[Stored data]
--- --- ---
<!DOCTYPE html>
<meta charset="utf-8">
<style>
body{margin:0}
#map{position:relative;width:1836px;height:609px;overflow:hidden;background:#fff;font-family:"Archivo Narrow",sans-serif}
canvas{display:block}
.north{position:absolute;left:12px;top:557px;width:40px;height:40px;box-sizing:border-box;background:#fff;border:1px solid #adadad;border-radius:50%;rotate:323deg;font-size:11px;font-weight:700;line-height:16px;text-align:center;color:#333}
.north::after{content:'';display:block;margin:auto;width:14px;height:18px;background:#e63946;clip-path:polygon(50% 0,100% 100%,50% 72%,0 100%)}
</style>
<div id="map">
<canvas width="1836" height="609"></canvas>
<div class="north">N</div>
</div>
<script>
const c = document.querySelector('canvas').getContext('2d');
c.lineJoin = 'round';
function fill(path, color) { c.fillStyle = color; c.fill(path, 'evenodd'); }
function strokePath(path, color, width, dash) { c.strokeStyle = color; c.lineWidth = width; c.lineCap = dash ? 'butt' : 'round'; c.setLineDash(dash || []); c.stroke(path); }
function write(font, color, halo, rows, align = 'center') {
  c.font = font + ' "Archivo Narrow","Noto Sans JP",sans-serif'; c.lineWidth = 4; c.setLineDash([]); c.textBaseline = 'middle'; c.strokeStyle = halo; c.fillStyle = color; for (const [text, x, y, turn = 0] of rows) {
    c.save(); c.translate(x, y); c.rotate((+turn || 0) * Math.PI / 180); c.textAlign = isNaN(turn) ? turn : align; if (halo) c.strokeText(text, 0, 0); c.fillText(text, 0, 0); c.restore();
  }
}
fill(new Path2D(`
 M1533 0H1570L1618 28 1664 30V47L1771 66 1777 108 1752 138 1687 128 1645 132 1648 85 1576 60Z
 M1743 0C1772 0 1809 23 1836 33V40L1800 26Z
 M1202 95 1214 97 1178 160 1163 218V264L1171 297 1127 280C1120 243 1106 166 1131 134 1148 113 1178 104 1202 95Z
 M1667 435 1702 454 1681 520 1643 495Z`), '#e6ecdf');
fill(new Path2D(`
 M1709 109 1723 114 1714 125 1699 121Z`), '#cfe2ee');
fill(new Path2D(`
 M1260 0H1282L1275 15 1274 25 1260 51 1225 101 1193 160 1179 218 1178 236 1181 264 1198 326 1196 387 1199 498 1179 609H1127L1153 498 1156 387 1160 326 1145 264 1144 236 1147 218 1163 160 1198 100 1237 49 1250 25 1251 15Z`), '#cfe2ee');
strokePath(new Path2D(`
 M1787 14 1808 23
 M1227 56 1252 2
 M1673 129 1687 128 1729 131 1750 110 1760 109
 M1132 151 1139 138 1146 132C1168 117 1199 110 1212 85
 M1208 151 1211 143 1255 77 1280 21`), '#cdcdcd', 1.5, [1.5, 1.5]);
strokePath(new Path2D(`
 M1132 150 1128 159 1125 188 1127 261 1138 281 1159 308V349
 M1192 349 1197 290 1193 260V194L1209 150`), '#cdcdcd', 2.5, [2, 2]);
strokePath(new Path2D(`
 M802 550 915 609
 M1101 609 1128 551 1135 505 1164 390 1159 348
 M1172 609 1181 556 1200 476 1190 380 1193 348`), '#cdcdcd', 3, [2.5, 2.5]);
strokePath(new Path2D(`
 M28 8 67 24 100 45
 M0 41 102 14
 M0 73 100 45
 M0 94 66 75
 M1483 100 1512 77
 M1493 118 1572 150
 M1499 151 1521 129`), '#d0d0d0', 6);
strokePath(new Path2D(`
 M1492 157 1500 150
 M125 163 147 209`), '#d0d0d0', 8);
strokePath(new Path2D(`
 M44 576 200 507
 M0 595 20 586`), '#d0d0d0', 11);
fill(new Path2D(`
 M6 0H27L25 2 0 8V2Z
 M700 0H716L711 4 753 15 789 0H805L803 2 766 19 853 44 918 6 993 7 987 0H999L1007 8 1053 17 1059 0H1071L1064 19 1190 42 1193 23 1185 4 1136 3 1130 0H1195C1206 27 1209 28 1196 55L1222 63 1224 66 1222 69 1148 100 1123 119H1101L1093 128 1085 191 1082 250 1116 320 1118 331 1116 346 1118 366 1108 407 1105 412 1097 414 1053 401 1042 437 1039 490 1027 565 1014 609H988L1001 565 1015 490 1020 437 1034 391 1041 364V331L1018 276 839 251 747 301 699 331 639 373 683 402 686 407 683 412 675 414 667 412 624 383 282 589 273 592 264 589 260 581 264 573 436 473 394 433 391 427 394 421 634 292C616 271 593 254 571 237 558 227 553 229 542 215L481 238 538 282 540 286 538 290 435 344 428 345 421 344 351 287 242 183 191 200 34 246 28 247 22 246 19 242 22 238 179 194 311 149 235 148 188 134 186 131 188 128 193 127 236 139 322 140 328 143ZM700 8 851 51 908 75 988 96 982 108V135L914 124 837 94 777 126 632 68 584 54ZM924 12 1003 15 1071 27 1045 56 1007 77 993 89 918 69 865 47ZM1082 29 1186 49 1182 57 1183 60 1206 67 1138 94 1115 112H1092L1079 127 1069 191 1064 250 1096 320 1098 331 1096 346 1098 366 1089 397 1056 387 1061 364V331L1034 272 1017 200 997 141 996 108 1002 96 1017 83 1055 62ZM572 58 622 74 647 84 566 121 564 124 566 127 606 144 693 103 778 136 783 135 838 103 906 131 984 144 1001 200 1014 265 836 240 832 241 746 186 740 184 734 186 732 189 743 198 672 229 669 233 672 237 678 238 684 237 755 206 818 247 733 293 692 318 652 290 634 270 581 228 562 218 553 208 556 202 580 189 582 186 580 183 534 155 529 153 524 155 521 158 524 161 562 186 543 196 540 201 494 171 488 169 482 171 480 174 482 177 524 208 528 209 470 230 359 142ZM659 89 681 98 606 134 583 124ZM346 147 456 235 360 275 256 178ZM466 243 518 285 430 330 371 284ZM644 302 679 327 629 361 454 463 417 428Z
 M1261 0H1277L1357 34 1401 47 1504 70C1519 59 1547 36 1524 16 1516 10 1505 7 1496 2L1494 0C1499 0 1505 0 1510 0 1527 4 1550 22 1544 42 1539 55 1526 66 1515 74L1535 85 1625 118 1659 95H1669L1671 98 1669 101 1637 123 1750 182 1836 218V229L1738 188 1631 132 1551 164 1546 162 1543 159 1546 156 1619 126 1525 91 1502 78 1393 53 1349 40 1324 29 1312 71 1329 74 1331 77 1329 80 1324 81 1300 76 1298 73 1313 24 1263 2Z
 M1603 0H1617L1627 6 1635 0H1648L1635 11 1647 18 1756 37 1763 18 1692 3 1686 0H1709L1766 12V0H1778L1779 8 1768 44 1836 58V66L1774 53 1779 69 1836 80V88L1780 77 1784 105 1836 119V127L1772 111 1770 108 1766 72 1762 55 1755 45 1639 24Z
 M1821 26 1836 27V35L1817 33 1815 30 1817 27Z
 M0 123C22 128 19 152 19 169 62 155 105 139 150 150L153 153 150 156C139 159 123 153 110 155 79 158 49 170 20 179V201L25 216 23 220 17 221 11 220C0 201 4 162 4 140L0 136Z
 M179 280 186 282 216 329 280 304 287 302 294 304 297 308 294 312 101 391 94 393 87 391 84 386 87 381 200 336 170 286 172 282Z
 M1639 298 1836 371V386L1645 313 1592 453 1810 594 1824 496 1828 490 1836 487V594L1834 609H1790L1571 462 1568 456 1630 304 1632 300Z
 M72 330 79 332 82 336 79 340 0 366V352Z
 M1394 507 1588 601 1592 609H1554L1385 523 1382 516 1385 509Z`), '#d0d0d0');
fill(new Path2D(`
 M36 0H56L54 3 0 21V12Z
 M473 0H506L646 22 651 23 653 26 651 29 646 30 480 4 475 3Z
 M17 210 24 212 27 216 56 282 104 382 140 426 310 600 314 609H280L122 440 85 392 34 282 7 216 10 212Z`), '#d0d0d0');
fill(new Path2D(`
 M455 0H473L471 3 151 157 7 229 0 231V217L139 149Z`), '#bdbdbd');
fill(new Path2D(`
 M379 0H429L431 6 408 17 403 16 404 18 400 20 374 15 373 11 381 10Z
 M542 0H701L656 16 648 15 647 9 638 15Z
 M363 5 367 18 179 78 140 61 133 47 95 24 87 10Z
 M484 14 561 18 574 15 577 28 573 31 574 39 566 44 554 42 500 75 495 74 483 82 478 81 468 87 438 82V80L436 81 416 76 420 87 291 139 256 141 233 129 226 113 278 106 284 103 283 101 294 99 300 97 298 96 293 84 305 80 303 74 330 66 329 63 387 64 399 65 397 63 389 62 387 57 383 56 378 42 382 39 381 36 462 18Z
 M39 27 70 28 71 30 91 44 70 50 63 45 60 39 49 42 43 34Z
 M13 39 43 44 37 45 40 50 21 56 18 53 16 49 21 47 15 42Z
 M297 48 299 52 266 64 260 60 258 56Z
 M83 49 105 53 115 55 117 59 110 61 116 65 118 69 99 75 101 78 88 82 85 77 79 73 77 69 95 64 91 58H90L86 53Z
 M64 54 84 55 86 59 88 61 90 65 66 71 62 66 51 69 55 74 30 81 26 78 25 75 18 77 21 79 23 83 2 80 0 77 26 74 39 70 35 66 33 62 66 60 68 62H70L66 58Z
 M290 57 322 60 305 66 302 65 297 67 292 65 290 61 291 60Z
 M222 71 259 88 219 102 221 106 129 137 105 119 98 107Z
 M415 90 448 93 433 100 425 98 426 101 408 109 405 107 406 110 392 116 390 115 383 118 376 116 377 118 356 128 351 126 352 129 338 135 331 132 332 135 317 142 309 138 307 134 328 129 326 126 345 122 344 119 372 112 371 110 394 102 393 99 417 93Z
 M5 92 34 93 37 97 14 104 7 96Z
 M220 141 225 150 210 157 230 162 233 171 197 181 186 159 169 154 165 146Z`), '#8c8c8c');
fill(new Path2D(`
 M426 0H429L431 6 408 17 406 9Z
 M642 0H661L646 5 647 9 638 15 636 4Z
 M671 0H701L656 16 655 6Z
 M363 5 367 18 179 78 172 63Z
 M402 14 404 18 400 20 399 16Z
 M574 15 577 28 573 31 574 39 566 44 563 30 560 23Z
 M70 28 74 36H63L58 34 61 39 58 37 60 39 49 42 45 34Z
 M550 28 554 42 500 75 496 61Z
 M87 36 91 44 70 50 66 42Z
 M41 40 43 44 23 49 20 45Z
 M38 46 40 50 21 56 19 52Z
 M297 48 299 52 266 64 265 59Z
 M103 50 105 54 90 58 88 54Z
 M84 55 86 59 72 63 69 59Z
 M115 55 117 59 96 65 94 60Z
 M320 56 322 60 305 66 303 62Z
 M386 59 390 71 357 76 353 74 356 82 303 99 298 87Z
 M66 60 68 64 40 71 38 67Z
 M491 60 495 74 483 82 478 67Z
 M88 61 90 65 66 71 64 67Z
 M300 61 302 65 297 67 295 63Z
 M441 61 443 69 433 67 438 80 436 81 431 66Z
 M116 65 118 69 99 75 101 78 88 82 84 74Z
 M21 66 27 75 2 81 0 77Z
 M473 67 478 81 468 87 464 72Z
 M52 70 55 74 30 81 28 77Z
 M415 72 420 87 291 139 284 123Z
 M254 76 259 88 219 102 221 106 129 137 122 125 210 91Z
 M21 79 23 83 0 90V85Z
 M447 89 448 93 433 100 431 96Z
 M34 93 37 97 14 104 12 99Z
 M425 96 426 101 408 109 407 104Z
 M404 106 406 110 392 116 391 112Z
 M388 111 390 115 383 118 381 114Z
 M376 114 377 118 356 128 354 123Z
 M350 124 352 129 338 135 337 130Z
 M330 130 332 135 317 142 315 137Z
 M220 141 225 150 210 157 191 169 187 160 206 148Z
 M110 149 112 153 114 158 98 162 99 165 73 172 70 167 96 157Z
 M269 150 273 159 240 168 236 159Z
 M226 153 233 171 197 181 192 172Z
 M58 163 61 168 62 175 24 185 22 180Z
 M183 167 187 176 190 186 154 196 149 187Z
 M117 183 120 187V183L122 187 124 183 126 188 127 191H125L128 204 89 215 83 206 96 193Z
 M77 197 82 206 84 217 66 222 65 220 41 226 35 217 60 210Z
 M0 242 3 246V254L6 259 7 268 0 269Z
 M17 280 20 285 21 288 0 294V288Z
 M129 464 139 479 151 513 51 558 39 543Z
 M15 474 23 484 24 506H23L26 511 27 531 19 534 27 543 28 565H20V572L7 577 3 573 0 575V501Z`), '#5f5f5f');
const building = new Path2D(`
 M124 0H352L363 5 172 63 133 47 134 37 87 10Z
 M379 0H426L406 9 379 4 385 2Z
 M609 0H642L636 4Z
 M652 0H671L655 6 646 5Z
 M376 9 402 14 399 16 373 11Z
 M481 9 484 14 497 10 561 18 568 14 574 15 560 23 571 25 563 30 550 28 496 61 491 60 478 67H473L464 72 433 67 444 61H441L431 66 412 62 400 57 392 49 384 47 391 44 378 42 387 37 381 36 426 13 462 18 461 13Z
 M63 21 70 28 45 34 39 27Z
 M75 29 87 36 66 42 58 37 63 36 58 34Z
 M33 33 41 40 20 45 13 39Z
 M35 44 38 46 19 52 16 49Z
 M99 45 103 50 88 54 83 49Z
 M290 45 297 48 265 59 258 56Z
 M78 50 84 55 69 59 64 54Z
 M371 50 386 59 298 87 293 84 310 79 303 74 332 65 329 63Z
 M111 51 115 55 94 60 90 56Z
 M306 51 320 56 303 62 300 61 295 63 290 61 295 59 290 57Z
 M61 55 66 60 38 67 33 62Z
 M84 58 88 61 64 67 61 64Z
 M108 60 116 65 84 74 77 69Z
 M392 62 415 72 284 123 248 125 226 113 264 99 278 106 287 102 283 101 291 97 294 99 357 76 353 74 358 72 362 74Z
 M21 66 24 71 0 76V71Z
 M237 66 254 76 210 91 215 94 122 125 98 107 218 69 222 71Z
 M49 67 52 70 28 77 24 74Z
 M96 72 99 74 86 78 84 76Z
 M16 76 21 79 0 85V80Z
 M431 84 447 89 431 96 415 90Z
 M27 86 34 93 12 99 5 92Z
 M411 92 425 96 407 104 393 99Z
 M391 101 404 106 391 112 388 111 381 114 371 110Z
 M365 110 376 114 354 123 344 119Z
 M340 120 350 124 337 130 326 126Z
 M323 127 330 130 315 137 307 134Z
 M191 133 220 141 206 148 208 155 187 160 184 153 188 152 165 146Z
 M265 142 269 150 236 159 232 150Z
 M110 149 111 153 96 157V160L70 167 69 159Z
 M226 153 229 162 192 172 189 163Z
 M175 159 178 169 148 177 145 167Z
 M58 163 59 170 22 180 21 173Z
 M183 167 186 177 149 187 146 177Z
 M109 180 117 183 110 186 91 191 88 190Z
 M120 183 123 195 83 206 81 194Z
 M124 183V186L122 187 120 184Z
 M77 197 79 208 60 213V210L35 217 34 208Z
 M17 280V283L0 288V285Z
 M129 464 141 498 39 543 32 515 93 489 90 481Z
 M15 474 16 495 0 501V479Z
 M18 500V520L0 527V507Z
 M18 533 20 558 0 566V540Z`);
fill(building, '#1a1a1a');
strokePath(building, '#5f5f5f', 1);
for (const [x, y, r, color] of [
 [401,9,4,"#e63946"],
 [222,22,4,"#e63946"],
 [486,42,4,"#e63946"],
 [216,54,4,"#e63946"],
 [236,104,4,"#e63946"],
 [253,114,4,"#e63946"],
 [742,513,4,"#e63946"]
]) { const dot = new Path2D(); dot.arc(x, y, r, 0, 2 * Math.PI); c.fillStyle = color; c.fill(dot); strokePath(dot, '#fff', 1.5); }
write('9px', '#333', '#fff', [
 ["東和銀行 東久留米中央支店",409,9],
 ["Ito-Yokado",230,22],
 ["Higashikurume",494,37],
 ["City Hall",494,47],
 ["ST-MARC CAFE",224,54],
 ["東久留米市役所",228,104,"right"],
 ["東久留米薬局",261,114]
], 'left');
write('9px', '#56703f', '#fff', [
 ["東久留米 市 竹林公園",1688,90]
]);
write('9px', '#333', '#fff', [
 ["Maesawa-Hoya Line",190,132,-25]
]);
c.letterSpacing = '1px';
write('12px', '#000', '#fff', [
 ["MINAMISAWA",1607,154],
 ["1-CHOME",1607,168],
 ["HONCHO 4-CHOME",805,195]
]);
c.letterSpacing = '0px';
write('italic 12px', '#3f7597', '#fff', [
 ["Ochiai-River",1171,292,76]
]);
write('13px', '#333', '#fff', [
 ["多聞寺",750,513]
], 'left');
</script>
--- --- ---
Scan the entries above for the string "rows" and copy each line containing it.

WRITTEN ANSWER —
function write(font, color, halo, rows, align = 'center') {
  c.font = font + ' "Archivo Narrow","Noto Sans JP",sans-serif'; c.lineWidth = 4; c.setLineDash([]); c.textBaseline = 'middle'; c.strokeStyle = halo; c.fillStyle = color; for (const [text, x, y, turn = 0] of rows) {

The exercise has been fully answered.